Review on Domestic Vaccine Passport Will Conclude ‘In a Few Months’ Time’: Sunak

Review on Domestic Vaccine Passport Will Conclude ‘In a Few Months’ Time’: Sunak
Britain's Chancellor of the Exchequer Rishi Sunak speaks during a virtual press conference after announcing a new three-tire CCP virus alert system inside 10 Downing Street in central London, on Oct. 12, 2020. (Toby Melville/Pool/ AFP via Getty Images)
Lily Zhou
2/28/2021
Updated:
2/28/2021

The UK’s Finance Minister Rishi Sunak on Sunday said that a review into the idea of domestic vaccine passports will come to a conclusion in a few months’ time.

When asked about vaccine passports on Sunday, Sunak said it may be a way to help with reopening parts of the economy.

“Obviously it’s a complicated but potentially very relevant question for helping us reopen, particularly those parts of our country like mass events,” Sunak told The Andrew Marr Show on the BBC.

“That’s what the committee and the review will do, is work through all of those questions and come to a view in a few months’ time,” he said.

Prime Minister Boris Johnson said on Feb. 23 that he was going to order a review into the possibility of introducing a vaccine passport for domestic use, despite having ruled it out just a week before.

“We haven’t had stuff like this before. We’ve never thought in terms of having something that you have to show to go to a pub or theatre,” he said. “I know fervent libertarians will object, but other people will think that there is a case for it,” he said.

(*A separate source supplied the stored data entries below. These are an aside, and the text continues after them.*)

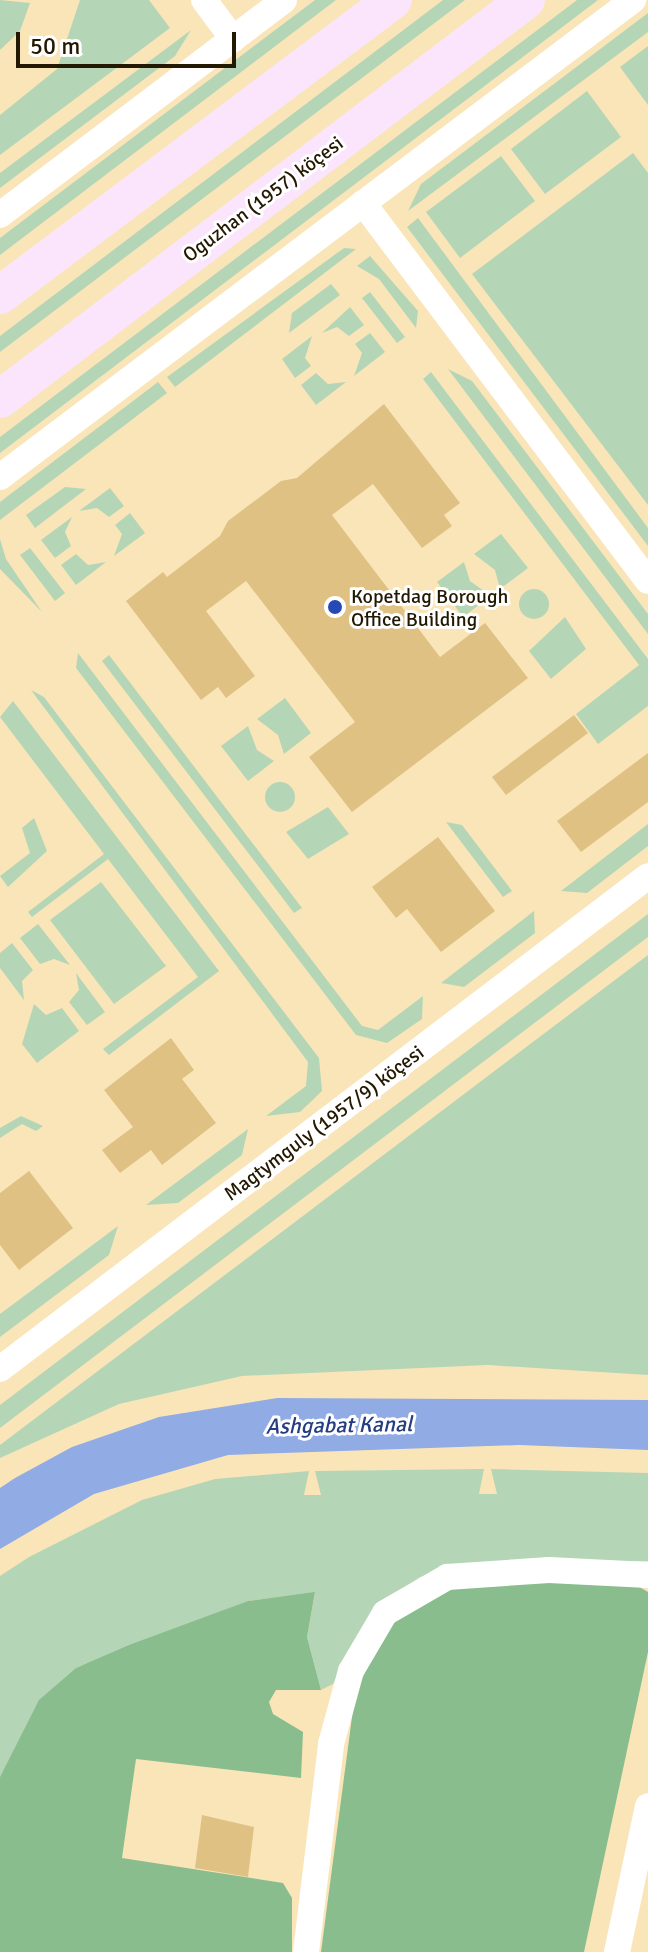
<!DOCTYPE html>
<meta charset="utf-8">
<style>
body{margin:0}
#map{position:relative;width:648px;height:1952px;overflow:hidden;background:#fae5b9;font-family:Signika,sans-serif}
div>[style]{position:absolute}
.green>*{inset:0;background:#b5d6b6}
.round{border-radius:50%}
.forest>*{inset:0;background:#8abd8d}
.water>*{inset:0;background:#91abe4}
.building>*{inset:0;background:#dfc283}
.minor>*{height:26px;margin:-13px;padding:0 13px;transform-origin:13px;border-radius:13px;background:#fff}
.secondary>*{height:38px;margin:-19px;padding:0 19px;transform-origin:19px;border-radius:19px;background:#fbe5fc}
.dots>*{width:22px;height:22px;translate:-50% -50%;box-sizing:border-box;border:4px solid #fff;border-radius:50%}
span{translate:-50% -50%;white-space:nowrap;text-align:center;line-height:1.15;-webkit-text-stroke:6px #fff;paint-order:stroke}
.street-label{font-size:20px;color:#231902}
.poi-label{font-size:20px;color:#231902}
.left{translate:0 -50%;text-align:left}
.water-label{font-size:22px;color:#253d81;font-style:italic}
.scale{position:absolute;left:16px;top:32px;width:220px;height:36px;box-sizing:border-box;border:4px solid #231902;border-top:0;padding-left:10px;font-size:24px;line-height:28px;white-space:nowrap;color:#231902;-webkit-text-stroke:6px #fff;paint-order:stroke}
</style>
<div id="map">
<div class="green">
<div style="clip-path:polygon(0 0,30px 3px,20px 31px,0 50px)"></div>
<div style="clip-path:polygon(80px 0,149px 0,170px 28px,0 155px,0 115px,57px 69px)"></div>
<div style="clip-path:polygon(315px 0,336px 0,0 255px,0 238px)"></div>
<div style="clip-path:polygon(443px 0,465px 0,0 352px,0 336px)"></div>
<div style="clip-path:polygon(577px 0,598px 0,0 453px,0 437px)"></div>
<div style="clip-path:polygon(648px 13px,648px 32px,408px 211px,421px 184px)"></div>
<div style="clip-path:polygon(191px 30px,175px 56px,0 188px,0 173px)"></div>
<div style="clip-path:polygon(648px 46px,648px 105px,620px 67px)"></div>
<div style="clip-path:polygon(587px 91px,621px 137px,545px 194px,511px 149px)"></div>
<div style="clip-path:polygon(633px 153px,648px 173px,648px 505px,472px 274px)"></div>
<div style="clip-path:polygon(501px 156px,535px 201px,460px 258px,426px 212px)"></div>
<div style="clip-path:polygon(418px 218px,648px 528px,648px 546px,407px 227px)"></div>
<div style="clip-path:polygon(344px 248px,356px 249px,175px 387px,167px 377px)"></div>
<div style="clip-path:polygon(370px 256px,418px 311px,416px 328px,379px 279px,357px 266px)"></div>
<div style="clip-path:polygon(331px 284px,340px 295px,289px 333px,292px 313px)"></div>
<div style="clip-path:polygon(370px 292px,405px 337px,397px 343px,362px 298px)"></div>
<div style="clip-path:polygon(350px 307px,364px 325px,349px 336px,337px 327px,322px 333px)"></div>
<div style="clip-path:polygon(370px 333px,385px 352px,354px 376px,362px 353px,355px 344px)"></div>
<div style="clip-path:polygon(312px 336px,305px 358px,311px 366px,295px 378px,282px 359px)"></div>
<div style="clip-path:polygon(448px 369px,472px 381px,648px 614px,648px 634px)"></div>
<div style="clip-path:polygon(431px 372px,648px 659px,648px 706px,598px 744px,576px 714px,639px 665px,423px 379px)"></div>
<div style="clip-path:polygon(316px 373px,328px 384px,346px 382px,316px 405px,301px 385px)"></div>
<div style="clip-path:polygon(158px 382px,167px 393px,0 520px,0 502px)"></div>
<div style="clip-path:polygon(65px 487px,86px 489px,35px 528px,26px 515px)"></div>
<div style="clip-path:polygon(110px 488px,124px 506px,109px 517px,97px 508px,79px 511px)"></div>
<div style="clip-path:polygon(130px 513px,145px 533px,114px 556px,122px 534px,115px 525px)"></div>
<div style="clip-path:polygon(72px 517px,65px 532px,71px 546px,55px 558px,41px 540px)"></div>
<div style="clip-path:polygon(501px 534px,528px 568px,500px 589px,495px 570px,474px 554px)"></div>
<div style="clip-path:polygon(0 539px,6px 559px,42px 612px,0 569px)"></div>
<div style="clip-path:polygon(30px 548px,65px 593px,55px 601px,20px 555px)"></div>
<div style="clip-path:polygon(76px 554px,88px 565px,106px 562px,76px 585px,61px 565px)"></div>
<div style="clip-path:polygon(464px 562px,470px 581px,491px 596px,463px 617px,437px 582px)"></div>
<div class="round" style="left:519px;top:589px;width:30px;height:30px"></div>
<div style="clip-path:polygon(565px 617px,586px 649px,551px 679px,529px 651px)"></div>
<div style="clip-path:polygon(78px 653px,362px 1026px,378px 1030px,423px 996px,422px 1019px,387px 1043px,356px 1035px,76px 668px)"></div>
<div style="clip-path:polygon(109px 655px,302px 908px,294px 913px,102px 661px)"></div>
<div style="clip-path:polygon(31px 690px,44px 697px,319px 1058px,322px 1091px,300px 1112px,266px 1116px,306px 1086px,308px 1062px)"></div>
<div style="clip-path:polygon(285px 698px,311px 733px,284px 754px,278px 735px,257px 719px)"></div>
<div style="clip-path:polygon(13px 701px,219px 971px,109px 1055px,103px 1049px,198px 977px,108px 859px,32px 917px,28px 912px,104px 854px,0 717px)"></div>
<div style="clip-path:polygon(248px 726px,257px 750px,274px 761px,248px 781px,221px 746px)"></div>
<div class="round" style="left:265px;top:782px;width:30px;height:30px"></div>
<div style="clip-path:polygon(328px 807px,349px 834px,308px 859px,286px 832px)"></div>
<div style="clip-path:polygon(34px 818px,47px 851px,8px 887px,0 876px,30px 853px,22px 828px)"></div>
<div style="clip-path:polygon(446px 822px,462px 825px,512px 891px,503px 897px)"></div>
<div style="clip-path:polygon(648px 824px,648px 846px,587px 893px,561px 891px)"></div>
<div style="clip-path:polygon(101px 882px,166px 966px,114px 1004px,50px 920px)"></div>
<div style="clip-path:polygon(534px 911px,535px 933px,464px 987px,441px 983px)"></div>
<div style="clip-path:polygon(648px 914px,648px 937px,0 1428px,0 1405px)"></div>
<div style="clip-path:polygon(38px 924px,70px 965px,54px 959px,40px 964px,20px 938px)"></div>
<div style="clip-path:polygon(12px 943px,33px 970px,22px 981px,24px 1000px,0 968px,0 953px)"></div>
<div style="clip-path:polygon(648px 955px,648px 1375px,488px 1365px,242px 1376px,119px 1404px,0 1458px,0 1445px)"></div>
<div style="clip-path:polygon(76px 973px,105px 1012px,87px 1025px,69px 1002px,79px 990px)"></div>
<div style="clip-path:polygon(34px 1004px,46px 1015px,62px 1008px,79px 1031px,37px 1063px,22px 1044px)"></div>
<div style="clip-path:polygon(21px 1116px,43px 1126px,36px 1131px,22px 1124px,0 1138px,0 1128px)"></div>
<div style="clip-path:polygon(248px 1129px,242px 1155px,178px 1203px,146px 1205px)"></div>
<div style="clip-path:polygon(118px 1226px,109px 1255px,0 1337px,0 1314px)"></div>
<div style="clip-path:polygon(484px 1469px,479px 1494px,497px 1494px,491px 1469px,648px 1473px,648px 1561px,545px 1561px,420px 1577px,371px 1614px,333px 1684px,321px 1690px,307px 1637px,315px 1593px,248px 1601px,76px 1668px,0 1777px,0 1576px,29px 1557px,142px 1500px,215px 1479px,309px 1471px,304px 1495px,321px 1495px,315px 1471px)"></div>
</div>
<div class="forest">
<div style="clip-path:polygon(532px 1582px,631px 1582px,648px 1592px,648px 1652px,584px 1952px,321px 1952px,357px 1679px,391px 1622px,455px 1586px)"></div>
<div style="clip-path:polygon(315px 1592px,307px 1637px,321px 1690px,276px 1690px,269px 1702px,273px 1714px,303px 1732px,301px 1778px,136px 1759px,122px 1858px,283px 1883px,292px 1898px,292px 1952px,0 1952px,0 1777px,39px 1700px,76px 1668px,129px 1645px,248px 1601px)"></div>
</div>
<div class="water">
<div style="clip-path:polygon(277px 1398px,648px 1400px,648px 1450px,519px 1445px,228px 1455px,94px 1494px,0 1549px,0 1488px,15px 1478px,72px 1447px,159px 1417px)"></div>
</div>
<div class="building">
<div style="clip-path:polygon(384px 404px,460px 503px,444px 515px,452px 526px,422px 548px,373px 484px,332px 515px,440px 657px,485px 623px,528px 678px,352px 812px,309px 757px,355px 722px,246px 581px,206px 611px,255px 676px,226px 698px,218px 687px,201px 700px,126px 601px,163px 572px,167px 577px,220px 536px,228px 521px,281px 481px,297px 478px)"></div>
<div style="clip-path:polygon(574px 715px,588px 733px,506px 795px,492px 777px)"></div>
<div style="clip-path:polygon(648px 753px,648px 802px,581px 852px,557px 821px)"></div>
<div style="clip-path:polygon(438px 837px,495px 911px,441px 952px,407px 909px,396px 918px,372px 887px)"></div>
<div style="clip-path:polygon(171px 1038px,194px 1070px,182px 1079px,216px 1123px,162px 1165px,151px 1150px,120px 1173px,102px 1150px,133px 1127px,104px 1090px)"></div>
<div style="clip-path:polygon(29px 1171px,73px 1228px,19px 1270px,0 1245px,0 1193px)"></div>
<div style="clip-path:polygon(202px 1815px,254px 1827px,248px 1877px,195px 1868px)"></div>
</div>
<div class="minor">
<div style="left:204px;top:0;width:49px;rotate:53.4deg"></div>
<div style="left:363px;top:203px;width:473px;rotate:53deg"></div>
<div style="left:0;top:215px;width:356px;rotate:-37.1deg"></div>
<div style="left:0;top:477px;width:793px;rotate:-37deg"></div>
<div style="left:0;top:1369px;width:814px;rotate:-37.26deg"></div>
<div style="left:306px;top:1952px;width:209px;rotate:-83.1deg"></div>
<div style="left:331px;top:1744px;width:76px;rotate:-74.7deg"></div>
<div style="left:351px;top:1671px;width:67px;rotate:-59.6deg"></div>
<div style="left:385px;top:1613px;width:72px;rotate:-30.1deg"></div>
<div style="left:447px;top:1577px;width:102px;rotate:-3.9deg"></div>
<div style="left:549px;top:1570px;width:99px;rotate:2.9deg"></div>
<div style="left:617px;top:1952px;width:149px;rotate:-78deg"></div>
</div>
<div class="secondary">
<div style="left:0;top:295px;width:491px;rotate:-36.9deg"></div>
<div style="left:0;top:399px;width:660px;rotate:-37.18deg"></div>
</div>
<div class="dots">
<div style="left:335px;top:607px;background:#2649b8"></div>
</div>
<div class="street-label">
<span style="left:263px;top:199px;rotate:-37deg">Oguzhan (1957) köçesi</span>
<span style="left:324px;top:1123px;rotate:-37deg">Magtymguly (1957/9) köçesi</span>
</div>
<div class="poi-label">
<span class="left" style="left:351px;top:608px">Kopetdag Borough<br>Office Building</span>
</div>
<div class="water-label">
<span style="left:339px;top:1425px;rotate:-1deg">Ashgabat Kanal</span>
</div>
<div class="scale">50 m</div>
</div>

He said there are “deep and complex issues” that need to be worked out—“ethical issues about what the role is for government in mandating people to have such a thing, or indeed banning people from doing such a thing.”

“We can’t be discriminatory against people who, for whatever reason, can’t have the vaccine,” he said.

Johnson said he wants a “proper review” into this issue led by senior cabinet minister Michael Gove, who is tasked to get “the best scientific, moral, philosophical, ethical viewpoints on it.”

Up until mid-February, Johnson and other government ministers, including Health Secretary Matt Hancock, Vaccines Minister Nadhim Zahawi, and Michael Gove—had repeatedly denied there were plans for domestic vaccine passports.

By Sunday evening, a petition on the Parliament website demanding the government not rollout CCP (Chinese Communist Party) virus vaccine passports had almost 235,000 signatures.
According to the government website, petitions with over 10,000 signatures get a response from the government, and petitions with over 100,000 signatures are considered for debate in Parliament.
A previous petition that closed on Feb. 4 urged the government to prevent any restrictions being placed on those who refuse to have any potential CCP virus vaccine. It had 337,141 signatures.
Alexander Zhang contributed to this report.